## WORK TASK
Pick out each line in these entries that contains the string "Sansom".

## SUPPLIED MATERIAL
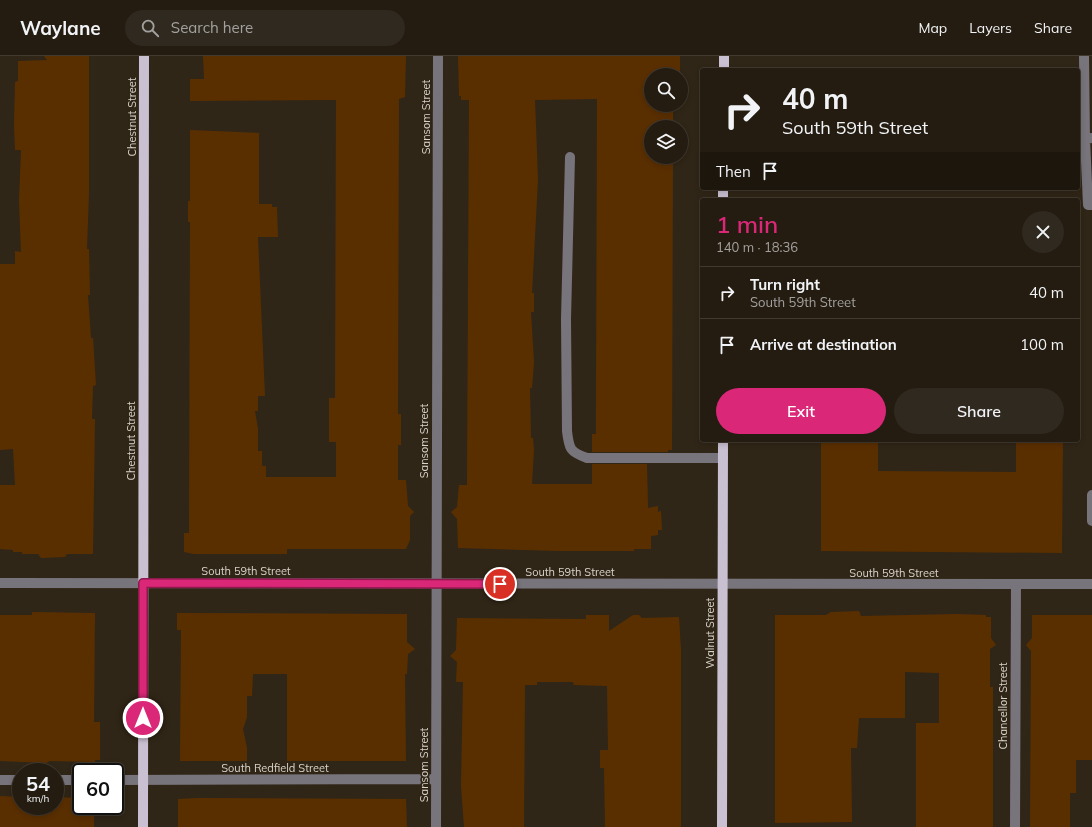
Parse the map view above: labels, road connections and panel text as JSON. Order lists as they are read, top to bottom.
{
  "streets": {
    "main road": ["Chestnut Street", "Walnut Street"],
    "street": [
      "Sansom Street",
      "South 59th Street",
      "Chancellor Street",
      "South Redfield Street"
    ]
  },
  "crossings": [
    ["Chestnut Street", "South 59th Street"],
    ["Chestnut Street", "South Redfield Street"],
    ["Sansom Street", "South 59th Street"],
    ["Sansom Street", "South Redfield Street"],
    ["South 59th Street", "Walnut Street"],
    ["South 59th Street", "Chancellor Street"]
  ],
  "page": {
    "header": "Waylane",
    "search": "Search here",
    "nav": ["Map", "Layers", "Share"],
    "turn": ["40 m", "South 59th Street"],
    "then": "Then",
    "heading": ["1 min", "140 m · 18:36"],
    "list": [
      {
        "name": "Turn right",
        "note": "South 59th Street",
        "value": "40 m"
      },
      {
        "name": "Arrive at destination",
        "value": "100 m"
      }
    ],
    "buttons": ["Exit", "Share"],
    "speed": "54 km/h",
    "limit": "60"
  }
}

## RESPONSE FOR THIS EXERCISE
      "Sansom Street",
    ["Sansom Street", "South 59th Street"],
    ["Sansom Street", "South Redfield Street"],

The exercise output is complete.